Kitapların evde, okulda, hatta sınıfta, kütüphanelerde varlığı okumanın sevilmesi için vazgeçilmez... Her okulumuzda kütüphane olması gerekliliği yanında her mahallede kütüphane olması ve velilerin bu kütüphanelere kaydının, çocukların henüz bir yaşını doldurmadan özendirilmesi önem kazanıyor. Çünkü çocuklar kitabı okulda değil ebeveynlerinin okuması ile evde severler ve bu sevginin temelleri çok küçüklükten atılmalıdır.

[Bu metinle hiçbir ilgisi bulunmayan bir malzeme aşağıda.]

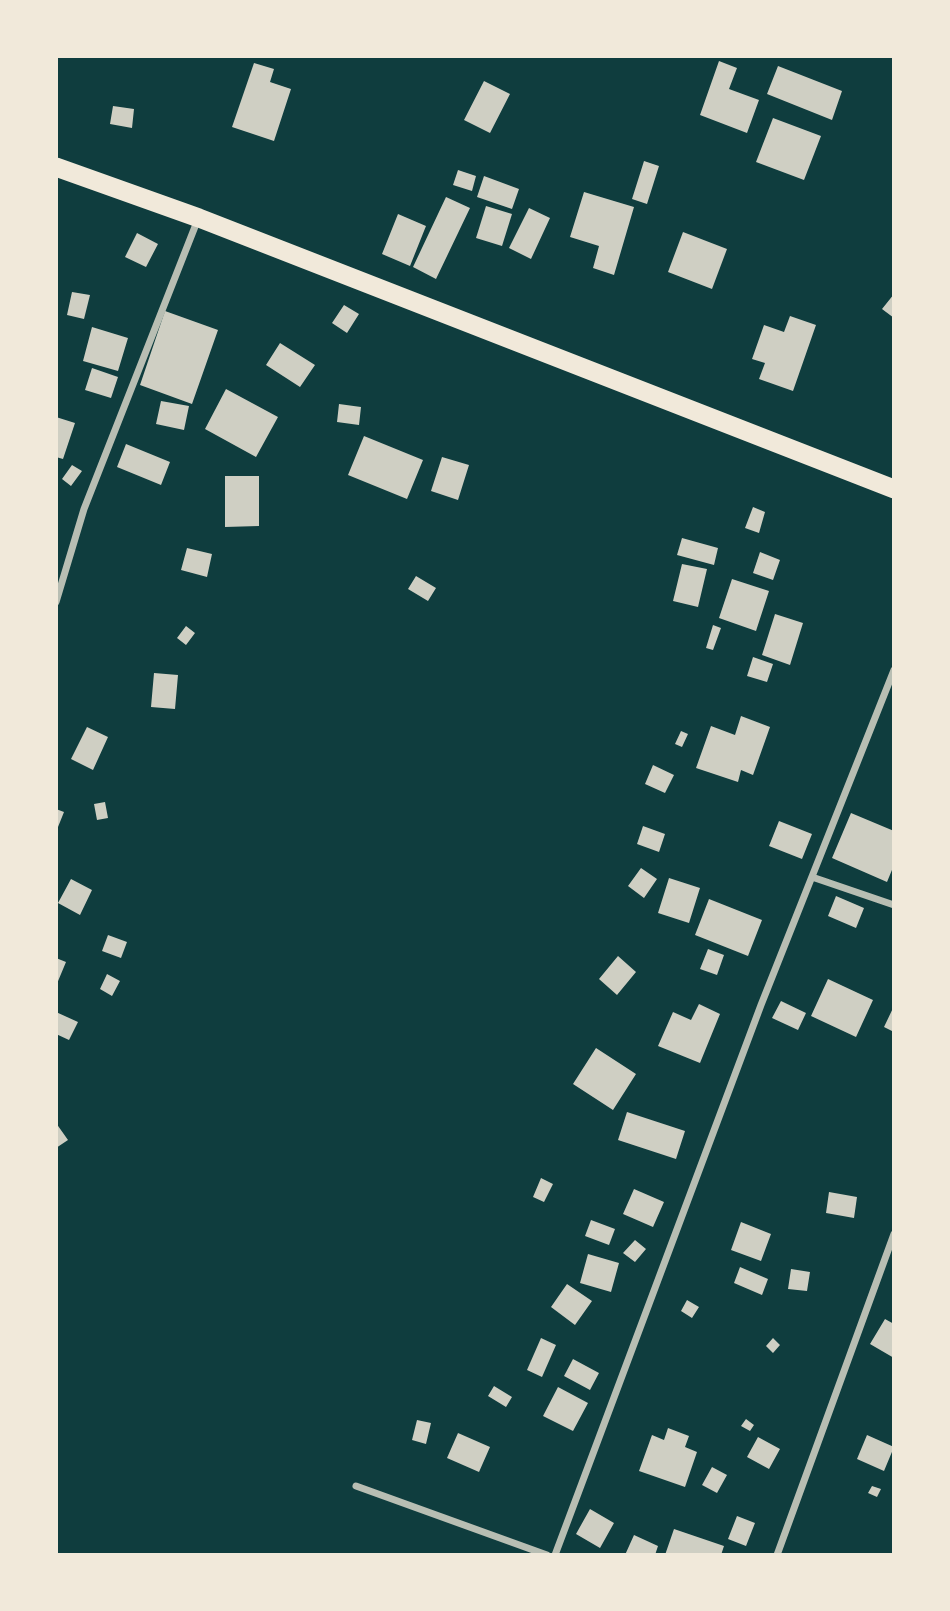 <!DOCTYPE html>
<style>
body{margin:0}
#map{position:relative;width:950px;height:1611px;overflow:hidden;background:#0f3d3e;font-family:Ubuntu,sans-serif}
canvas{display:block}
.frame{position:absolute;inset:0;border:58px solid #f1e9da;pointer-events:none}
</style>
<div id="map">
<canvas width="950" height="1611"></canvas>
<div class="frame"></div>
</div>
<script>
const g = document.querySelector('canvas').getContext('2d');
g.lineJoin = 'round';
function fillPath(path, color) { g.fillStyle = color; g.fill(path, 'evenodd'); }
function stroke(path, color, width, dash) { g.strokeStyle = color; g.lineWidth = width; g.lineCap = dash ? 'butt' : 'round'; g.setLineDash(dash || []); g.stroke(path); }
fillPath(new Path2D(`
 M719,61L737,68L729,89L759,100L747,133L700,115Z
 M254,63L274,69L270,82L291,89L274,141L232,127Z
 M778,66L842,91L832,120L767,94Z
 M484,81L510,94L490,133L464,120Z
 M113,106L134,109L132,128L110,124Z
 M773,118L821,136L804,180L756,162Z
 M644,161L659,166L647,204L632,199Z
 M458,170L476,176L472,191L453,185Z
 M484,176L519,189L512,209L477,197Z
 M584,192L634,207L614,275L593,268L599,246L570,237Z
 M446,197L470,208L436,279L413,267Z
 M486,206L512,214L502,246L476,238Z
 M529,208L550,218L531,259L509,248Z
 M398,214L426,226L410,266L382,254Z
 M683,232L727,249L712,289L668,272Z
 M137,233L158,244L146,267L125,257Z
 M72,292L90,295L84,319L67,315Z
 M894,294V318L882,309Z
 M344,305L359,314L347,333L332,323Z
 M165,311L218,330L192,404L140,385Z
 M790,316L816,325L793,391L759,379L765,363L752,359L764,325L784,332Z
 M92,327L128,338L118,371L83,361Z
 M280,343L315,365L300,387L266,365Z
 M92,368L118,377L111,398L85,390Z
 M226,389L278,417L256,457L205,429Z
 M161,401L189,406L184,430L156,424Z
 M339,404L361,407L359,425L337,422Z
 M56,417L75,423L63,459L56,457Z
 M364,436L423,460L407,499L348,475Z
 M126,444L170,462L161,485L117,467Z
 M442,457L469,465L458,500L431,491Z
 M72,465L82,471L71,486L62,479Z
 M225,476H259V526L225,527Z
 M753,507L765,512L759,533L745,528Z
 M682,538L718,548L714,565L677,555Z
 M187,548L212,554L207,577L181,570Z
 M760,552L780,560L773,580L753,573Z
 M682,564L707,569L698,607L673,601Z
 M416,576L436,588L428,601L408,589Z
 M732,579L769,591L756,631L719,618Z
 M775,614L803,623L790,665L762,655Z
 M713,625L721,628L713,650L706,648Z
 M186,626L195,633L186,645L177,638Z
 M753,657L773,664L767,682L747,676Z
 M154,673L178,675L175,709L151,707Z
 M741,716L770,727L753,775L741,770L738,782L696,768L711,726L735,735Z
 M87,727L108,737L93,770L71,759Z
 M681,731L688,734L682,747L675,744Z
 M653,765L674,775L665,793L645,784Z
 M105,802L108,818L97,820L94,804Z
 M56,809L64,812L58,827H56Z
 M851,813L894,831V865L887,882L832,858Z
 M779,821L812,834L802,859L769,846Z
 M643,826L665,834L659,852L637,844Z
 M641,868L657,879L644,898L628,886Z
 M669,878L700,888L689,923L658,913Z
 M71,879L92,890L80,915L58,903Z
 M836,896L864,908L856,928L828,916Z
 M709,899L762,920L748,956L695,935Z
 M108,935L127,942L121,958L102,951Z
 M708,949L724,955L717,975L700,969Z
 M618,956L636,972L617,995L599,979Z
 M56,958L66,962L56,986Z
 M107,974L120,981L112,996L100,989Z
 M828,979L873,1000L856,1037L811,1016Z
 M781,1001L806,1013L798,1030L772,1018Z
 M699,1004L720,1014L700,1063L658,1046L673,1012L691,1020Z
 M894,1006V1032L884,1027Z
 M56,1012L78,1022L69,1040L56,1034Z
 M596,1048L636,1074L613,1110L573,1084Z
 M627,1112L685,1131L676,1159L618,1140Z
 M56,1123L68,1140L56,1148Z
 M541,1178L553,1184L544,1202L533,1197Z
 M634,1189L664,1202L653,1227L623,1214Z
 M829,1192L857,1197L854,1218L826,1213Z
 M591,1220L615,1229L609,1245L585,1236Z
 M741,1222L771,1234L761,1261L731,1250Z
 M635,1240L646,1249L635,1262L623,1253Z
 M588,1254L619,1263L611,1292L580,1283Z
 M740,1267L768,1279L762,1295L734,1283Z
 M791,1269L810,1272L807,1291L788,1289Z
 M567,1284L592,1301L575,1325L551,1307Z
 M687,1300L699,1307L692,1318L681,1311Z
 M885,1319L894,1324V1358L870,1344Z
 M541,1338L556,1345L542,1377L527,1370Z
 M773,1338L780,1345L773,1353L766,1346Z
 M573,1359L599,1373L590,1390L564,1376Z
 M494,1386L512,1397L506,1407L488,1396Z
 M558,1387L588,1403L573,1431L543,1416Z
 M746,1419L754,1425L750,1431L741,1426Z
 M417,1420L431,1423L426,1444L412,1440Z
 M668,1428L689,1436L685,1447L697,1452L685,1487L639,1471L652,1435L664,1440Z
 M458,1433L490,1447L479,1472L447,1458Z
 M867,1435L894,1447L884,1471L857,1459Z
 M758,1437L780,1449L769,1469L747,1457Z
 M712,1467L727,1475L717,1493L702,1485Z
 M872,1486L881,1489L877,1497L868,1493Z
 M590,1509L614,1523L600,1548L576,1534Z
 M737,1516L755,1523L746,1546L728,1539Z
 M674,1529L724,1546L721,1555H665Z
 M634,1535L658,1546L655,1555H625Z`), '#cfcfc3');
stroke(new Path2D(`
 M56,602L84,509L198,219
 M812,877L894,905
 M356,1486L547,1555
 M555,1555L761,1005L894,670
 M777,1555L894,1234`), '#b8beb3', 7);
stroke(new Path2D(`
 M56,167L199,218L894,489`), '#f1e9da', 19);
</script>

Okumayı sevdirme konusunda İngiltere’de çok uzun soluklu çalışmalar, kampanyalar, girişimler birçok STK ve Eğitim bakanlığı tarafından yapılmış. Bu hiç de kolay bir süreç değil.
Okul kütüphaneleri için standartlar getirilmiş fakat uzun süre çocuklara okumayı sevdirme konusunda istenen başarı elde edilememiş. Özellikle okumayı öğrendikten sonra çocukların okumaya karşı isteklerinde azalma bile olmuş. Bu yüzden birinci önceliğin her zaman okumayı sevdirmek olduğu sonucuna varılmış. Bunu hayata geçirmek için okuma ile ilgili birçok STK kurulmuş.
Nihai olarak “ALTIN ÜÇGEN” olarak tanımlanan ev, okul ve kütüphanelerin birlikteliğinin okumayı sevdirmekte olmazsa olmaz olduğu ortaya konulmuş.
İngiltere’de yıllar boyunca birçok STK tarafından birçok farklı kampanyalar yapılmış. 2008 yılı “Ulusal Okuma Yılı” olarak ilan edilmiş ve doğal olarak bu yönde yapılan kampanya, etkinlikler artırılmış.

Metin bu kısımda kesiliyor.